C’est tout ce que je pouvais fredonner. C’est tout ce que je voulais entendre. C’était comme un secret pour moi partagé avec mon oncle et ma tante.
Cette chanson d’Edith Piaf, La Vie en rose, a pris au fil des années une place dans ma vie comme une évidence, comme le remède à tous mes chagrins.
Sans m’en rendre compte. Je me confie à cette chanson comme un journal intime pour me rappeler que quoiqu’il arrive, je peux, je dois voir la vie en rose, puisque quelqu’un me prendra toujours dans ses bras.
(Isabelle)
« Encore un matin, un matin pour rien,
Une argile au creux de tes mains,
Encore un matin, sans raison ni fin,
Si rien ne trace son chemin…
Matin pour donner, ou bien
Matin pour prendre,
Pour oublier ou pour apprendre
Matin pour aimer, maudire ou mépriser,
Laisser tomber ou résister… »
J.-J. Goldman
Beaucoup de chansons accompagnent nos vies, mais celle-ci m’évoque, plus qu’une autre, les instants précieux de l’enfance en même temps qu’elle laisse entrevoir un futur prometteur. Elle verbalise parfaitement ce moment si particulier d’un jour naissant, où tout est à recommencer, où le meilleur est à venir et qu’il ne dépend que de moi.
C’est aux côtés de mon père que j’ai découvert la saveur des petits matins silencieux au cours desquels ces heures bleues nous appartenaient, nous laissant imaginer les promesses de celles à venir.
Comme lui, je me suis toujours levée tôt. Dès potron-minet, je le rejoignais dans la cuisine à pas de loup pour ne pas réveiller ma mère. Il était là, devant son café, à lire son journal. Le dimanche, il étudiait le tiercé avant d’enfiler sa tenue de travail. Dès qu’il me voyait apparaître, il m’accueillait d’un jovial « Ah ! Voilà ma courageuse ! ». Ces quelques mots me montraient combien il était heureux de partager avec moi ces premières heures du jour. C’étaient nos instants privilégiés, sans doute les seuls de la journée, pendant lesquels, à voix basse, nous nous chuchotions des tas de choses.

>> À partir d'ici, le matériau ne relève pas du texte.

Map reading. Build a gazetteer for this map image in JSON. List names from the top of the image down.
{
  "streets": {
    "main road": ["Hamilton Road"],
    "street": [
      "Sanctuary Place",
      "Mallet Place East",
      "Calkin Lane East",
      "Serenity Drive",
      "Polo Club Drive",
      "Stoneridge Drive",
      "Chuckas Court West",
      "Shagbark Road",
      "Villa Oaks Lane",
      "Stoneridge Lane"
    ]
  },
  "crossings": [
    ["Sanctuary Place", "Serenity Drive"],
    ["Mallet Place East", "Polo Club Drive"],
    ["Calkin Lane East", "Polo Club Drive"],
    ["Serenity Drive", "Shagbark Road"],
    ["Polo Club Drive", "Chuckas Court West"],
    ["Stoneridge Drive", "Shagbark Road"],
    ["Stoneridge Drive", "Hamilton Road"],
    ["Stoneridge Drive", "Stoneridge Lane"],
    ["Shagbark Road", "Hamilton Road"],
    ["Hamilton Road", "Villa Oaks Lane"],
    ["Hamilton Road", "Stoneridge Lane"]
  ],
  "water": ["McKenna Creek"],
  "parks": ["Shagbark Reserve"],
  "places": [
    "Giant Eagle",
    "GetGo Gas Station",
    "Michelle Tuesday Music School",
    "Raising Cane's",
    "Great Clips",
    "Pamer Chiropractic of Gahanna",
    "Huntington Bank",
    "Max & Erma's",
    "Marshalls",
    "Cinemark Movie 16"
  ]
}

Tandis qu’il préparait mon petit déjeuner, il me détaillait le programme chargé de sa journée avant de conclure ainsi : « Ma fille, puisque l’avenir appartient à ceux qui, comme toi, savent se lever tôt, dis-moi ce que tu comptes faire de ta journée ? »
Je réfléchissais et m’inventais des tas de bricoles à accomplir. Je sentais que c’était ce qu’il attendait. Il aurait détesté m’entendre dire que je n’avais pas d’envie ou ne savais que faire… Lorsque j’étais à court d’idées, je l’accompagnais dehors « pour lui donner un coup de main ». Il me transmettait alors le goût du travail manuel et de l’effort. J’apprenais près de lui, la ténacité et la satisfaction d’un travail bien fait.

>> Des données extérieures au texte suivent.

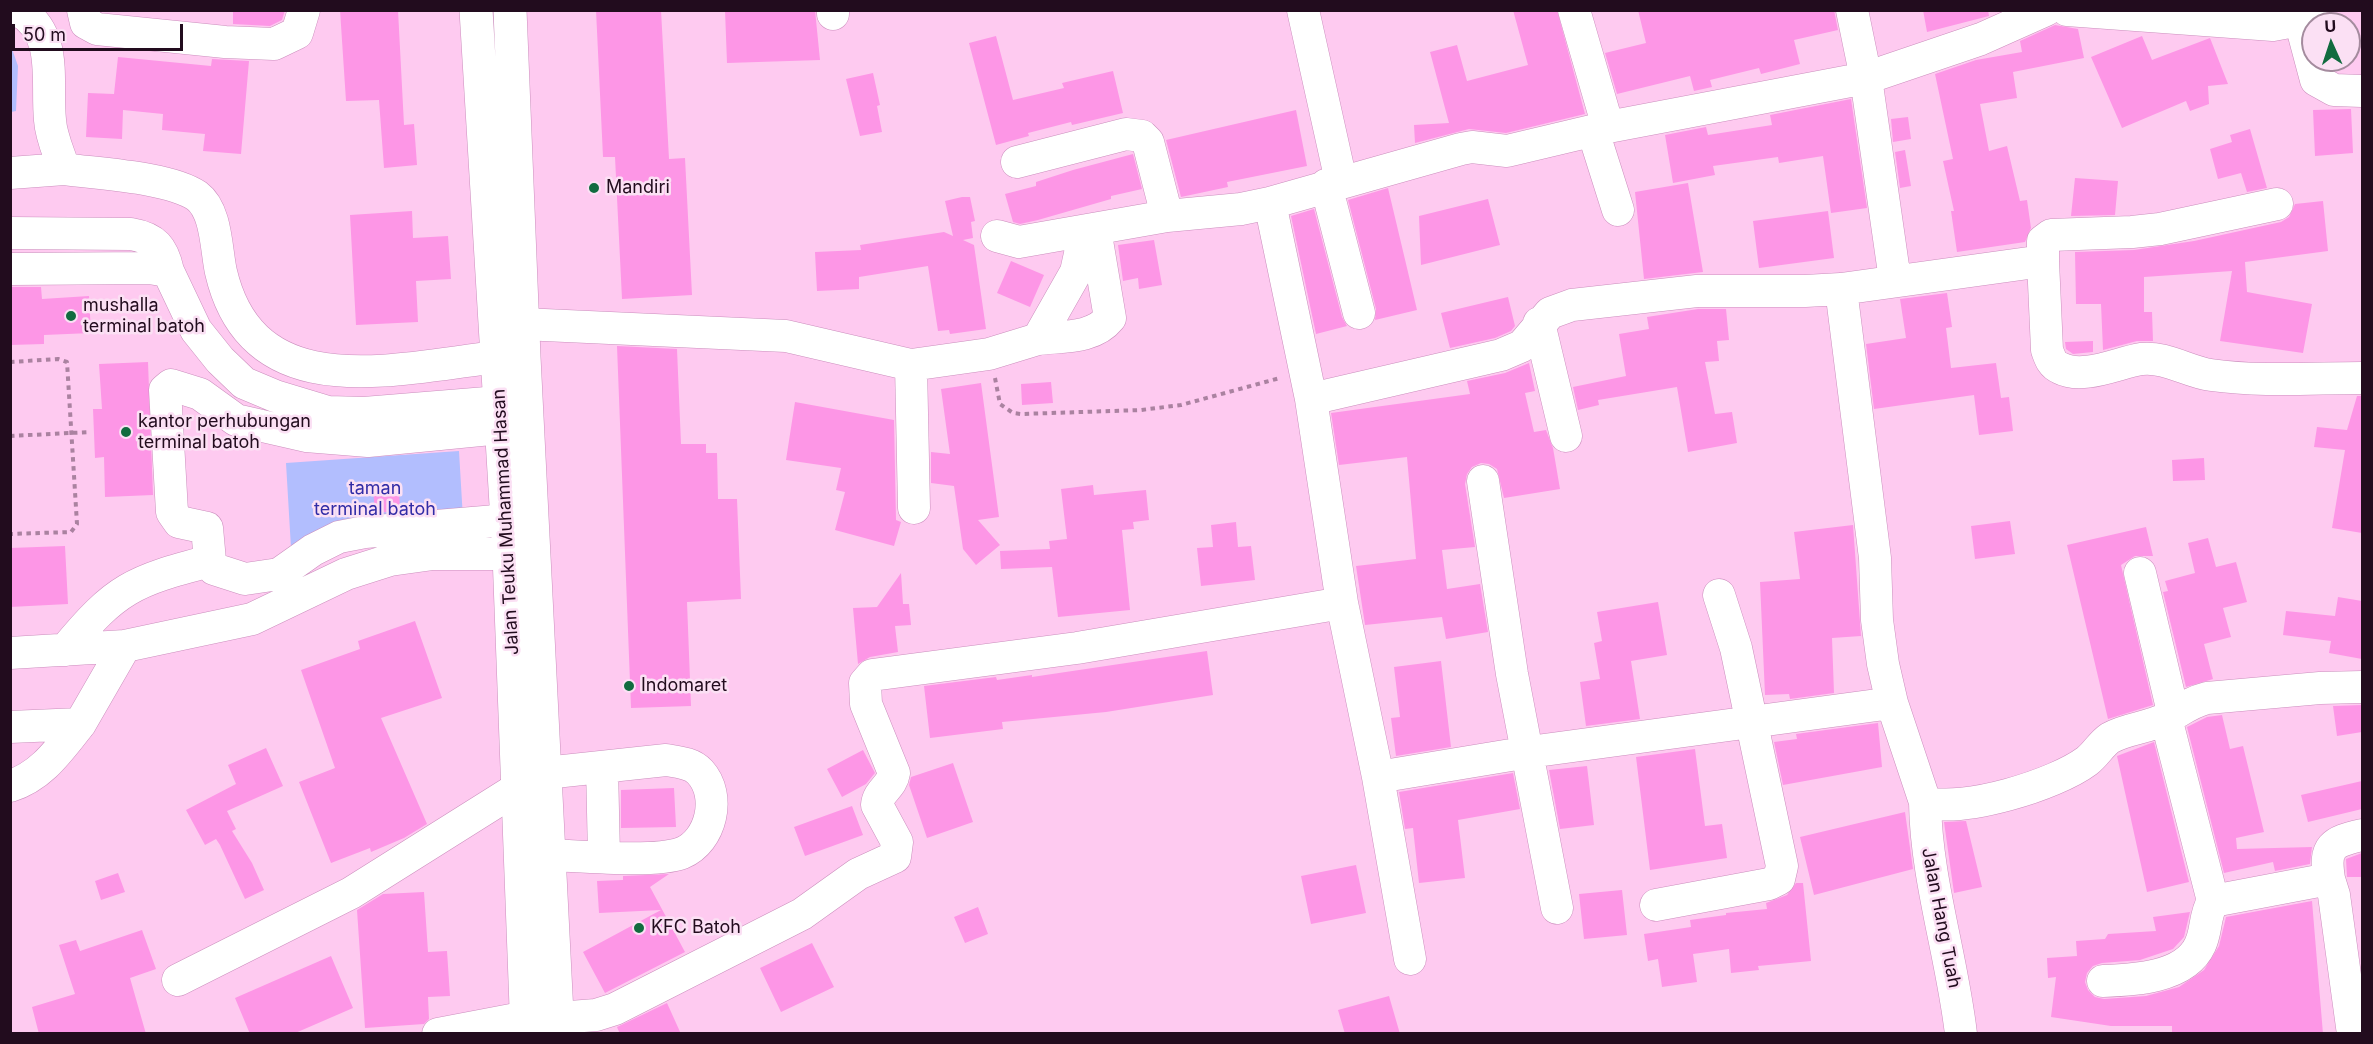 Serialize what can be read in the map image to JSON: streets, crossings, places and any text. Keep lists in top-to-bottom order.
{
  "streets": {
    "highway": ["Jalan Teuku Muhammad Hasan"],
    "street": ["Jalan Hang Tuah"]
  },
  "parks": ["taman terminal batoh"],
  "places": [
    "Mandiri",
    "mushalla terminal batoh",
    "kantor perhubungan terminal batoh",
    "Indomaret",
    "KFC Batoh"
  ],
  "scale_bar": "50 m",
  "north": "top"
} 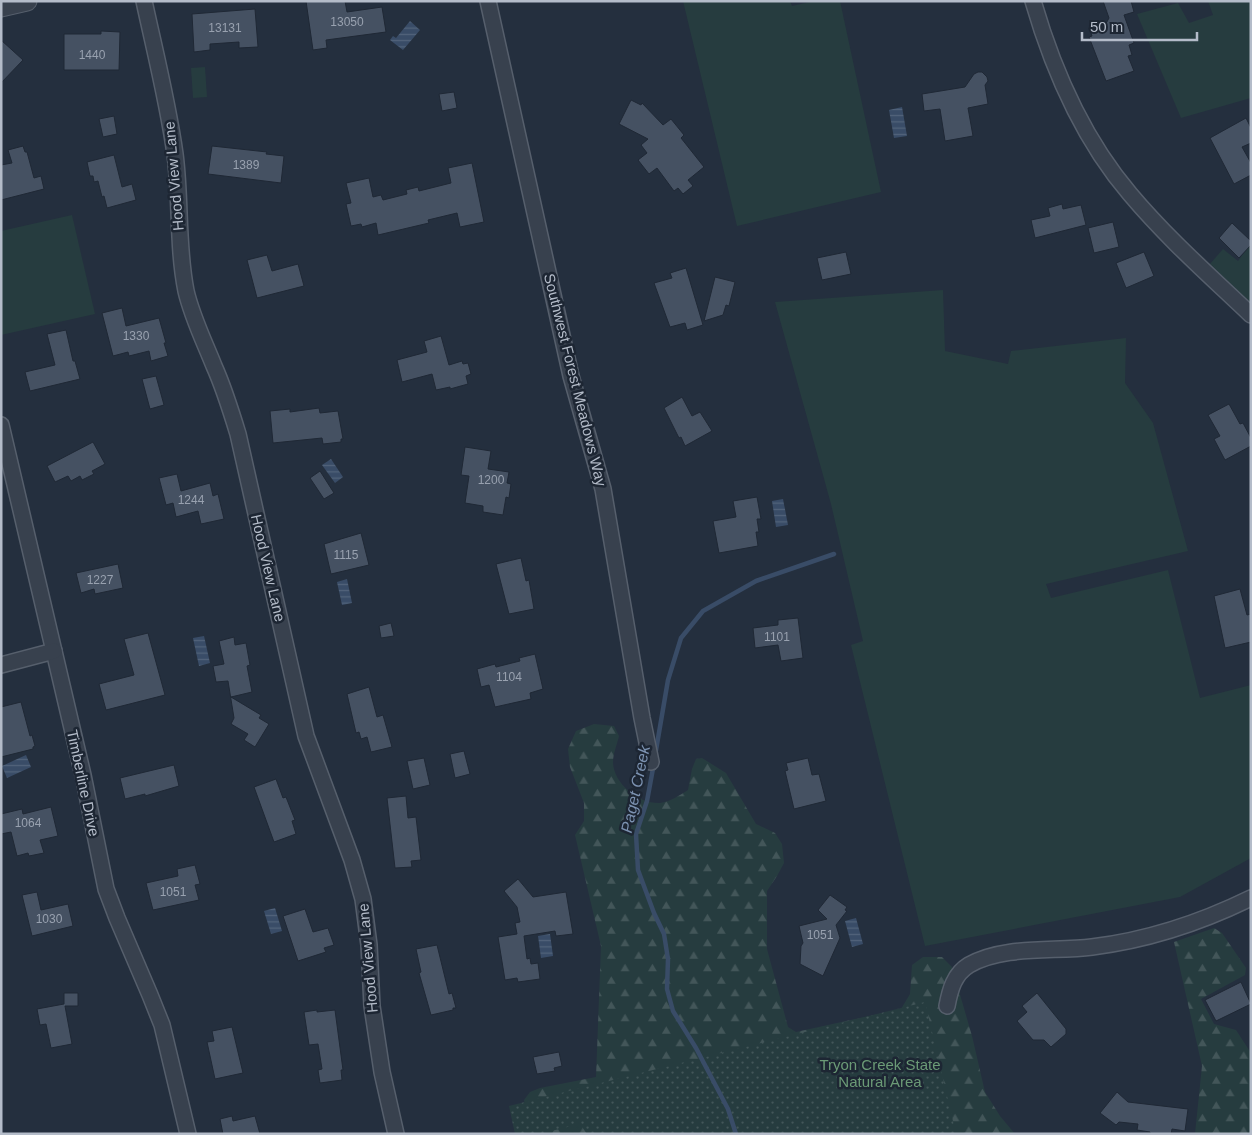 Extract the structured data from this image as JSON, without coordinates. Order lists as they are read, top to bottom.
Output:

Ainsi, grâce à lui, la paresse n’a jamais fait partie de mon vocabulaire. Je suis devenue une femme pressée et exigeante envers ces jours qui nous glissent entre les mains. Depuis cette époque lointaine, c’est toujours devant mon bol fumant, entre l’aube et l’aurore, que s’organise ma journée, que les décisions importantes sont prises ou que je vis mes rêves éveillés. Certains jours, lorsque je peine à « décoller », c’est encore « ma » chanson qui me parle pour retrouver mes envies et mon élan. C’est grâce à elle que je chéris chacun de ces petits matins, les bons comme les mauvais, les anciens comme les prochains…
(Lise)
Février 2002. Ce matin-là, ma mère et moi partons dans les Alpes.
Une semaine à la montagne rien que nous 2. J’ai 17 ans, je suis en première année de prépa. J’ai la vie classique d’un étudiant de prépa : une vie étriquée. Je vis la tête entre les bouquins d’histoire, de maths et de philosophie sans trop savoir où cela me mène. Mes journées sont longues, denses, stressantes. Je suis fatiguée, inquiète, mes efforts ne payent pas comme je le voudrais. Mon estime de moi est mise à mal. Je sors peu, je ne fais plus de sport, je ne passe pas autant de temps que nécessaire avec mes proches.
Je ne me souviens pas bien des détails, mais j’imagine que ce départ pour le grand air n’est pas étranger à mon état du moment.
Nous montons en voiture, je sors de mon sac le seul CD que j’ai emporté. Je l’insère dans le lecteur et la magie opère : Toum tidi toum tim toum tidi toum tim… les premières notes de « Telling Stories » annoncent la voix chaude et rassurante de Tracy Chapman, qui m’accompagne au quotidien depuis des mois.
Tant que Tracy est là, tout va bien. Ma mère ne connaît pas, je lui fredonne les quelques autres chansons les plus connues de son répertoire « Talking about revolution », « Baby can I hold you », « The Promise », « Give me one reason » et lui parle de ma passion pour tout son répertoire. Cette découverte lui plaît. Nous écoutons l’album en boucle, pendant tout le trajet.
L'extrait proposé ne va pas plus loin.